I'm trying to read multiple datastore kinds from default namespace in my python pipeline and want to work on them. The functions that I wrote works fine locally with DirectRunner but when I run the pipline on cloud using DataflowRunner, One of the kinds(which contains 1500records) is read very fast while the other one(which contains millions of records) is read very very slow.
for reference when I just tried to read one kind (which contains millions of records) in the pipline it took 10mins but when executing both of them together it took almost 1 hour and still it had just processed 1/10th of records.

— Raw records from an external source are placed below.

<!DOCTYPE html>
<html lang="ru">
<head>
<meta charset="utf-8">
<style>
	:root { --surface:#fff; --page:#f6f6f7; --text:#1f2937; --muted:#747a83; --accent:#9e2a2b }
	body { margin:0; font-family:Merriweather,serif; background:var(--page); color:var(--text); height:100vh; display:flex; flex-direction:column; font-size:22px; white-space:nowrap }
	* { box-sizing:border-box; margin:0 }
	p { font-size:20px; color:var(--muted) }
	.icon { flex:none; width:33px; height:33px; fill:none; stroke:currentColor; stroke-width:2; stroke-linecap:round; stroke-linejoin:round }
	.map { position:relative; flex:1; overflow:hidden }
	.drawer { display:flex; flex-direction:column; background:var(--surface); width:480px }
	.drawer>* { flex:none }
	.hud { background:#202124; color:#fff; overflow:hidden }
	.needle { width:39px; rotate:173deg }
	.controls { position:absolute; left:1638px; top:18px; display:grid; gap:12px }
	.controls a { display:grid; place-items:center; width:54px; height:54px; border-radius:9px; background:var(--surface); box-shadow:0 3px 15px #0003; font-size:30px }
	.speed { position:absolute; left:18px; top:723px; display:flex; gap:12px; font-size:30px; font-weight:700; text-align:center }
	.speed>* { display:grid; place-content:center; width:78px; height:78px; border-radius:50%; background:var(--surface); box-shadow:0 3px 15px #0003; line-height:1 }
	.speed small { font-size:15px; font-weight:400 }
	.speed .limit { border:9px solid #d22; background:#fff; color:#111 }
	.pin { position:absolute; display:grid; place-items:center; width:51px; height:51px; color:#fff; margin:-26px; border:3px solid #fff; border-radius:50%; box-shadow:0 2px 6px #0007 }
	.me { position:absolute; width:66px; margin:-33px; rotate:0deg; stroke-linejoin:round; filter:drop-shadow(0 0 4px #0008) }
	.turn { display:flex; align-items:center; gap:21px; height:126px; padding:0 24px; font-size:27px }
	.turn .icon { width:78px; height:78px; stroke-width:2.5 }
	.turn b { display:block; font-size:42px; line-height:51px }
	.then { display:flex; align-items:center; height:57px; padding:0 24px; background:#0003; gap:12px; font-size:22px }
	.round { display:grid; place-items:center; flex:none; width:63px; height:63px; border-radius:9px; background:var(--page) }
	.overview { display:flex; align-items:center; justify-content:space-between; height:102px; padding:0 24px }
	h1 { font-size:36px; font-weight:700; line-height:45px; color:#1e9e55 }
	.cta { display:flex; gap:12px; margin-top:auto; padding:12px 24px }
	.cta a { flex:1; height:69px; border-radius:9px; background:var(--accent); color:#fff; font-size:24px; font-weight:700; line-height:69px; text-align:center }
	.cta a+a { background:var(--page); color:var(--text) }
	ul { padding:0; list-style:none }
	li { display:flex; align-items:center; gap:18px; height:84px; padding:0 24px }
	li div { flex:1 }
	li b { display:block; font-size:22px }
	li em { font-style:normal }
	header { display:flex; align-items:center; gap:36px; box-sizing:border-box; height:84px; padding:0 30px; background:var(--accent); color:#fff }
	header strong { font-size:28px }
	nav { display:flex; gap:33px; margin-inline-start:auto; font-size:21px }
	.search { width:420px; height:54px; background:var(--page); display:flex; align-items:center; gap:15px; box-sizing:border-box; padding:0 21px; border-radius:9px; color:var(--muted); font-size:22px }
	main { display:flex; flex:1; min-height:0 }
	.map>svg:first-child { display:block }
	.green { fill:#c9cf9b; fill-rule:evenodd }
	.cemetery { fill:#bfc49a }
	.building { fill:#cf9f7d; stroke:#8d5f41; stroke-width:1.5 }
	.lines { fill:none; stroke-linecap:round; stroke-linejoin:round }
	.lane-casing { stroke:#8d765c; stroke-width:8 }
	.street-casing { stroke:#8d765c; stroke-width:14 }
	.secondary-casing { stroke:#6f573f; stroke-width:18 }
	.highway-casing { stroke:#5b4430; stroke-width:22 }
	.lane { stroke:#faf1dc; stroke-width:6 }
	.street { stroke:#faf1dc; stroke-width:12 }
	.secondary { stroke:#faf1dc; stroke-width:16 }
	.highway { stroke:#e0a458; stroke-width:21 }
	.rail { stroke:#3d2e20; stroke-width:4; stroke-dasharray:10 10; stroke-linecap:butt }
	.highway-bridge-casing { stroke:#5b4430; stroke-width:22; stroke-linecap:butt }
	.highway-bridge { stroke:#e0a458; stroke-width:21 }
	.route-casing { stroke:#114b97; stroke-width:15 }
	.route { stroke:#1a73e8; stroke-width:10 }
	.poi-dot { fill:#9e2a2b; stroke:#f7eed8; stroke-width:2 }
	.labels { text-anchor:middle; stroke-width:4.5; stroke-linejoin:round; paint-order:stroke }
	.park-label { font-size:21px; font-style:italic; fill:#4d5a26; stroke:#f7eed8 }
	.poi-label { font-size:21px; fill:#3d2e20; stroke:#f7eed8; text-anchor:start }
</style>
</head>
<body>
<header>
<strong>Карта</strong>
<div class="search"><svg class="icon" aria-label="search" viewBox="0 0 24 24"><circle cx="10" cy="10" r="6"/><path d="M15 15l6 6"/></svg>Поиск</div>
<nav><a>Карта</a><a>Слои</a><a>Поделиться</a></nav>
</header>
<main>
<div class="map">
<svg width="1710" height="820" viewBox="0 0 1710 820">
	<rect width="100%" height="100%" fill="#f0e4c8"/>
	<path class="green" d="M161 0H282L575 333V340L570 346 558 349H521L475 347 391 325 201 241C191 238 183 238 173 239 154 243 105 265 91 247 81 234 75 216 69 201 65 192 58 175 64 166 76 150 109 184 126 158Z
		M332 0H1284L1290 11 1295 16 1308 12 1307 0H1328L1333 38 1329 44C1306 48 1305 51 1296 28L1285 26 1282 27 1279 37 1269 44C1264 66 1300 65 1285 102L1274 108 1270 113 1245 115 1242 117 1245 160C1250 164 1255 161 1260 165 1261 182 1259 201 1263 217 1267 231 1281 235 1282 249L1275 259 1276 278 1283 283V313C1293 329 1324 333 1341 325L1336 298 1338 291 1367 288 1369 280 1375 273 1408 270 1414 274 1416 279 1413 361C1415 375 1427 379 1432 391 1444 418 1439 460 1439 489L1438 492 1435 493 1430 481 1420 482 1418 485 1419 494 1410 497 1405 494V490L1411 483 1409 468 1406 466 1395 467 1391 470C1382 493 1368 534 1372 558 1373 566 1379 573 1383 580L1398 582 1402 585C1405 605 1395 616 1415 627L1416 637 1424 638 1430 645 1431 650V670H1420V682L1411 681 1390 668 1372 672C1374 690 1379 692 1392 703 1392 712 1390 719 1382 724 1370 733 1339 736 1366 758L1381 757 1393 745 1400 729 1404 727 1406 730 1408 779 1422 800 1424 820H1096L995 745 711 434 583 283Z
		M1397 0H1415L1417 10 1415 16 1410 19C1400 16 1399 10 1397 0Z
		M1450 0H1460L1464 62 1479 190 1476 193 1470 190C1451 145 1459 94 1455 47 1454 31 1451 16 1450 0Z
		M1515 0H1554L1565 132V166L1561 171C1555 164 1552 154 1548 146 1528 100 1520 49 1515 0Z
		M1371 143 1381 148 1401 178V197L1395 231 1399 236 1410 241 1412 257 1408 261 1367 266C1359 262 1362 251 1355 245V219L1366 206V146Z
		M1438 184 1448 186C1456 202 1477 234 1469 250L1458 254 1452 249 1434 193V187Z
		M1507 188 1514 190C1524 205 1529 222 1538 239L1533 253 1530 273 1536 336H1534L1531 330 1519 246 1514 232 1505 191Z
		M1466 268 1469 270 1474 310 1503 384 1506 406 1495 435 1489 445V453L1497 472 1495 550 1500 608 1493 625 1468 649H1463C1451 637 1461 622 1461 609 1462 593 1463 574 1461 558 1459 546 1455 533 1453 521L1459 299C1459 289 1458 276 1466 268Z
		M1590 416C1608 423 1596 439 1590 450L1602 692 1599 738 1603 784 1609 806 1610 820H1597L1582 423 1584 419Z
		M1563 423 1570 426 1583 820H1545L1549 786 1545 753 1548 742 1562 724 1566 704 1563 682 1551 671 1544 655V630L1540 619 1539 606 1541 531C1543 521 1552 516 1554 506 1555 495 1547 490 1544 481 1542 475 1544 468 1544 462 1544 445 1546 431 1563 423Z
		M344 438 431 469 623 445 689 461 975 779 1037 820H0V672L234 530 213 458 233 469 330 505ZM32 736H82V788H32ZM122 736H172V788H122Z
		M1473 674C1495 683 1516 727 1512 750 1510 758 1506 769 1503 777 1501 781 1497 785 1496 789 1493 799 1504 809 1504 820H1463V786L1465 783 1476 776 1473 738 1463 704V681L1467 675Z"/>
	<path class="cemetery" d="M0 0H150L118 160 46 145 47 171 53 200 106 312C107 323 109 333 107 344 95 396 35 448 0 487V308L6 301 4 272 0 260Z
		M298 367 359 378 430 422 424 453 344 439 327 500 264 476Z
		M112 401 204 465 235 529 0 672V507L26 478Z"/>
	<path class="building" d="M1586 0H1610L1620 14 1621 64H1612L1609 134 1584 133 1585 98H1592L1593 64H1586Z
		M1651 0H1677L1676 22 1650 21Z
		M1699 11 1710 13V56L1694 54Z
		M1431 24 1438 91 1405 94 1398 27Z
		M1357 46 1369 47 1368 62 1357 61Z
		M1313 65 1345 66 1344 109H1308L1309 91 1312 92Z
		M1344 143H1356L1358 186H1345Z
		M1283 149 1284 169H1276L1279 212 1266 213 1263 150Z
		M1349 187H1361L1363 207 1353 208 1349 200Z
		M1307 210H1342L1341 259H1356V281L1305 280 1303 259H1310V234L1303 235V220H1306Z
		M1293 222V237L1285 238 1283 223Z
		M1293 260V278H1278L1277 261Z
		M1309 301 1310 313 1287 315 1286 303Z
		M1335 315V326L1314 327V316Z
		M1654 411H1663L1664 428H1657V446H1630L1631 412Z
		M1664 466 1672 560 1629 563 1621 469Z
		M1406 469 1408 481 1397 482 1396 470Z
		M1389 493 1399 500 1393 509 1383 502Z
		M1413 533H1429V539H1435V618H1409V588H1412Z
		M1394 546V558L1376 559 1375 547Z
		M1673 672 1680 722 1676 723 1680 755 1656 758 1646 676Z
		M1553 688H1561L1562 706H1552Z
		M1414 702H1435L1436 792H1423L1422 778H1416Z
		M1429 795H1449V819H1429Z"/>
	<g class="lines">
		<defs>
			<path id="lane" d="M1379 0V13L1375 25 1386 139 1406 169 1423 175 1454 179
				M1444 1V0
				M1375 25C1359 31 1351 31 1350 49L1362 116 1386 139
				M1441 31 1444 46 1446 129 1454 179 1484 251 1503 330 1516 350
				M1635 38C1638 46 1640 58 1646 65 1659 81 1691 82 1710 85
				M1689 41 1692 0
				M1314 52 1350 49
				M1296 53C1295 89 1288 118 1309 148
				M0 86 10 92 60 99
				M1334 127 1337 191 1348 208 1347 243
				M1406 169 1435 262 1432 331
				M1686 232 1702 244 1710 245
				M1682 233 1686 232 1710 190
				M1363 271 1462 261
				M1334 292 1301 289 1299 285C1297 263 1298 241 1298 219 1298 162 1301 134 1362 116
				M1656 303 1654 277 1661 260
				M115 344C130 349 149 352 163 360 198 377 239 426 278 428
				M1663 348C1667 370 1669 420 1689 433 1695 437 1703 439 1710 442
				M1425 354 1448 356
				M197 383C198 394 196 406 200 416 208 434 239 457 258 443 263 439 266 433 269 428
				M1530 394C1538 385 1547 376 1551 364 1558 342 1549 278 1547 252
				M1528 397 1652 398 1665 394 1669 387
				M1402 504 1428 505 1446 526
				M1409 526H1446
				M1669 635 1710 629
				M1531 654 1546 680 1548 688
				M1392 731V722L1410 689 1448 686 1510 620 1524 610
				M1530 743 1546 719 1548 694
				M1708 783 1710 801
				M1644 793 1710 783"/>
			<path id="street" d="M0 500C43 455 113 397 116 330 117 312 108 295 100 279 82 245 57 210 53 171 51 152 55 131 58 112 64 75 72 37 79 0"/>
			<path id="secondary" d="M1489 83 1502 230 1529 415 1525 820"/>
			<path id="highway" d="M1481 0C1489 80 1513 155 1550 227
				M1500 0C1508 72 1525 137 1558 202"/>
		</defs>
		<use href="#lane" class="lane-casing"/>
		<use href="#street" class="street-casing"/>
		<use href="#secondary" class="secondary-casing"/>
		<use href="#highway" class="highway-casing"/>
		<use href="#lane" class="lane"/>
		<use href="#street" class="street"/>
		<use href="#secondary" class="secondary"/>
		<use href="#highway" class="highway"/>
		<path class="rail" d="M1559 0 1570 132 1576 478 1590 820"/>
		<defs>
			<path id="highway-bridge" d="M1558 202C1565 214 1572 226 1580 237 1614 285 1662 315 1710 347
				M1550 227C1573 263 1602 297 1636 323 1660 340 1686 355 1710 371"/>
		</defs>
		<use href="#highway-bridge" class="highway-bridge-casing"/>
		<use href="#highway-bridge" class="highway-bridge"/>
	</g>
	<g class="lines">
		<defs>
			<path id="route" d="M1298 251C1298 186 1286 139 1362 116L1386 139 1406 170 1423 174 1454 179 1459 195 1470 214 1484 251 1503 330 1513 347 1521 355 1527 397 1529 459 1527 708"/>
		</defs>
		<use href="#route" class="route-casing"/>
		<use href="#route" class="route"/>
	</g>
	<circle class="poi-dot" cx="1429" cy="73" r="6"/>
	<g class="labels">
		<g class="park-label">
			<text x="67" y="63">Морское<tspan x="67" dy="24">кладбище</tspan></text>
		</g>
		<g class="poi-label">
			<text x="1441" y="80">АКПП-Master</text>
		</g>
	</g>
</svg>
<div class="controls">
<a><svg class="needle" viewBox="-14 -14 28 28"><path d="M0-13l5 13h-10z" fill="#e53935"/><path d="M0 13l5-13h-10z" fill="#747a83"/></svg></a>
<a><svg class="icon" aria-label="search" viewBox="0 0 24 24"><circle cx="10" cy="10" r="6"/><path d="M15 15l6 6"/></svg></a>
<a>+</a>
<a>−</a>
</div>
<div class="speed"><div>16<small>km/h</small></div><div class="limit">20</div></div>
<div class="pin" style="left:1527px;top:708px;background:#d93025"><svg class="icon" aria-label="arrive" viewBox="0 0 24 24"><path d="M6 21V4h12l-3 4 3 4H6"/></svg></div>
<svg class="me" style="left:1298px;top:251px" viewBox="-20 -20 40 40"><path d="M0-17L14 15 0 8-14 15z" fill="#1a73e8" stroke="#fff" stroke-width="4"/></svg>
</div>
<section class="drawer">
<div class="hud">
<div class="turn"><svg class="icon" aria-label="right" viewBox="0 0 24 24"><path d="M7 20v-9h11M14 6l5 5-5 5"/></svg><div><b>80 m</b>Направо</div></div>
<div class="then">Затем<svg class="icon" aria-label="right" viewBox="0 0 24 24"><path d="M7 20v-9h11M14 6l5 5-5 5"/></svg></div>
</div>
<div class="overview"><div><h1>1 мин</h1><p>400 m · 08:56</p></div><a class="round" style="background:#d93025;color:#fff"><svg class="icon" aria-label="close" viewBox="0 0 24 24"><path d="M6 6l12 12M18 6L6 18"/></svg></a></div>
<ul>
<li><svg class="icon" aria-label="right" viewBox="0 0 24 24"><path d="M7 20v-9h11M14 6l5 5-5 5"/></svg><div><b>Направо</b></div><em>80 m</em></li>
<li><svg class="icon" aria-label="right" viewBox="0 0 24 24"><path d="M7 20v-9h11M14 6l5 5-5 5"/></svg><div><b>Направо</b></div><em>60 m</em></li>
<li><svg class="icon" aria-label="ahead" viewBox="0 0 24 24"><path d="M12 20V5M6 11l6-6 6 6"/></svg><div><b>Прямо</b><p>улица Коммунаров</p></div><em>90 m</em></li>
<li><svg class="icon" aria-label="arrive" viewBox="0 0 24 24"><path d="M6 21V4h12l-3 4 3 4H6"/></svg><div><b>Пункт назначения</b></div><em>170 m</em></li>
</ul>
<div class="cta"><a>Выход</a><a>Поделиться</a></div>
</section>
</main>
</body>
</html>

I'm not able to figure out what the problem is.
This is my code
def read_from_datastore(project,user_options, pipeline_options):
p = beam.Pipeline(options=pipeline_options)
query = query_pb2.Query()
query.kind.add().name = user_options.kind #reading 1st kind this is the one with million records
students = p | 'ReadFromDatastore' >> ReadFromDatastore(project=project,query=query)
query = query_pb2.Query()
query.kind.add().name = user_options.kind2 #reading 2nd kind this is the one with 1500 records
courses = p | 'ReadFromDatastore2' >> ReadFromDatastore(project=project,query=query)
open_courses = courses | 'closed' >> beam.FlatMap(filter_closed_courses)
enrolled_students = students | beam.ParDo(ProfileDataDumpDataFlow(),AsIter(open_courses))
Let me know if anyone has any idea as to why that happens.